◆ **Saved entries**:
■ ■ ■ ■ ■

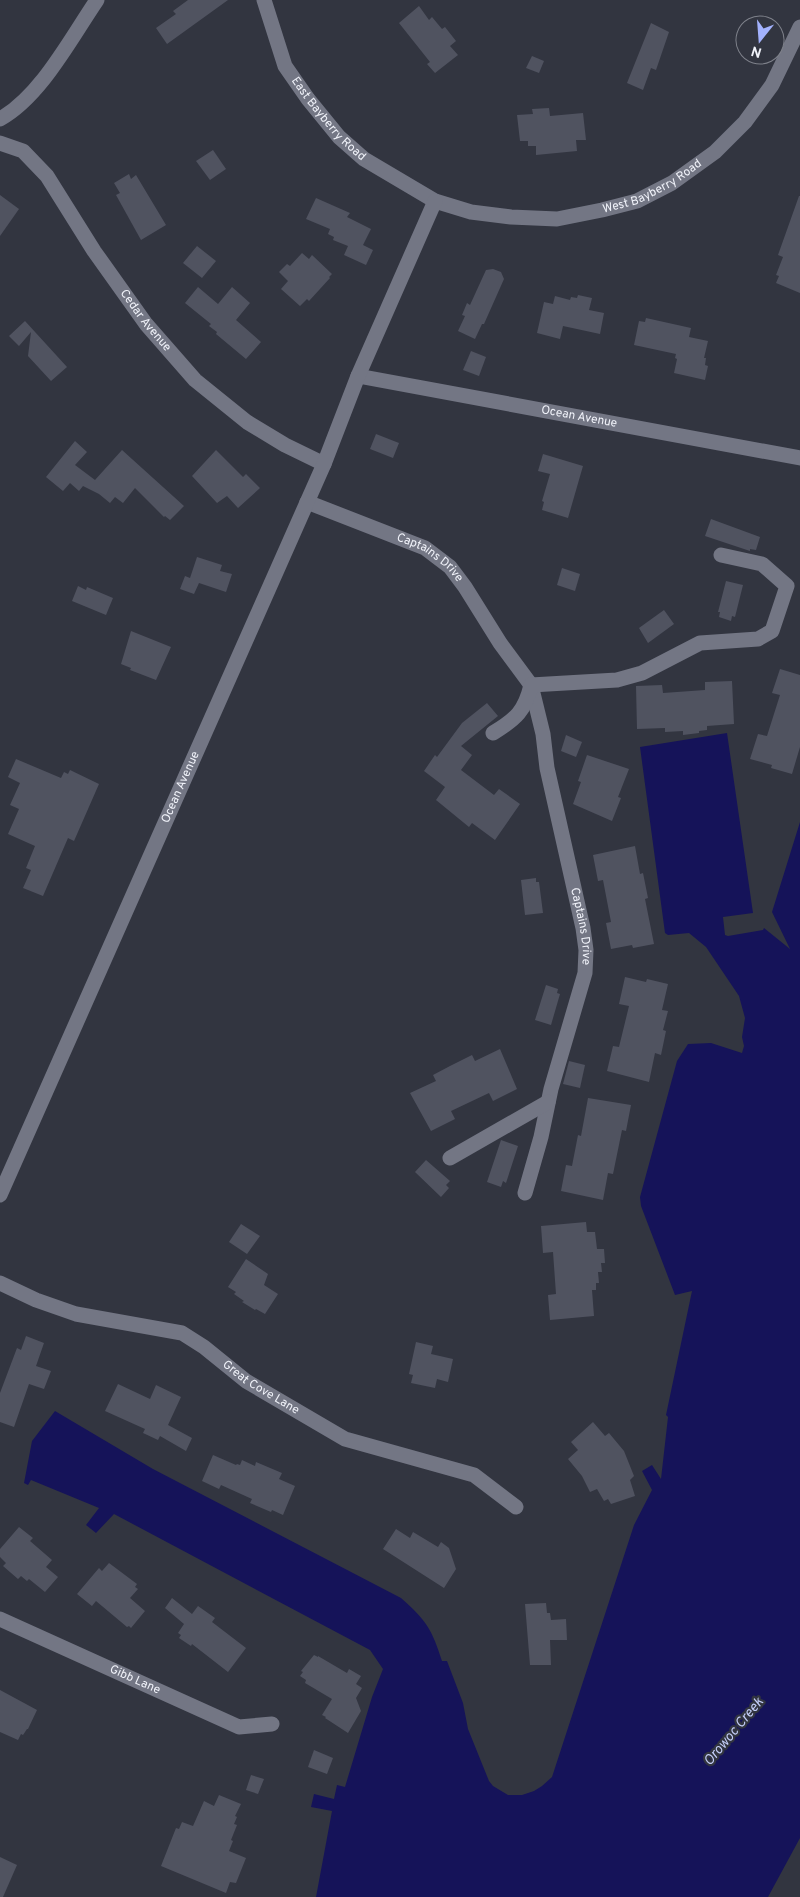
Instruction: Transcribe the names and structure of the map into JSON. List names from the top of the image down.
{
  "streets": {
    "street": [
      "East Bayberry Road",
      "West Bayberry Road",
      "Cedar Avenue",
      "Ocean Avenue",
      "Captains Drive",
      "Great Cove Lane",
      "Gibb Lane"
    ]
  },
  "crossings": [
    ["East Bayberry Road", "West Bayberry Road"],
    ["East Bayberry Road", "Ocean Avenue"],
    ["West Bayberry Road", "Ocean Avenue"],
    ["Cedar Avenue", "Ocean Avenue"],
    ["Ocean Avenue", "Captains Drive"]
  ],
  "water": ["Orowoc Creek"],
  "north": "bottom"
}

■ ■ ■ ■ ■

◆ **Work instructions**:
Line by line, print the records above exactly, skipping each picture.

◆ **Solution to the exercise**:
Instruction: Transcribe the names and structure of the map into JSON. List names from the top of the image down.
{
  "streets": {
    "street": [
      "East Bayberry Road",
      "West Bayberry Road",
      "Cedar Avenue",
      "Ocean Avenue",
      "Captains Drive",
      "Great Cove Lane",
      "Gibb Lane"
    ]
  },
  "crossings": [
    ["East Bayberry Road", "West Bayberry Road"],
    ["East Bayberry Road", "Ocean Avenue"],
    ["West Bayberry Road", "Ocean Avenue"],
    ["Cedar Avenue", "Ocean Avenue"],
    ["Ocean Avenue", "Captains Drive"]
  ],
  "water": ["Orowoc Creek"],
  "north": "bottom"
}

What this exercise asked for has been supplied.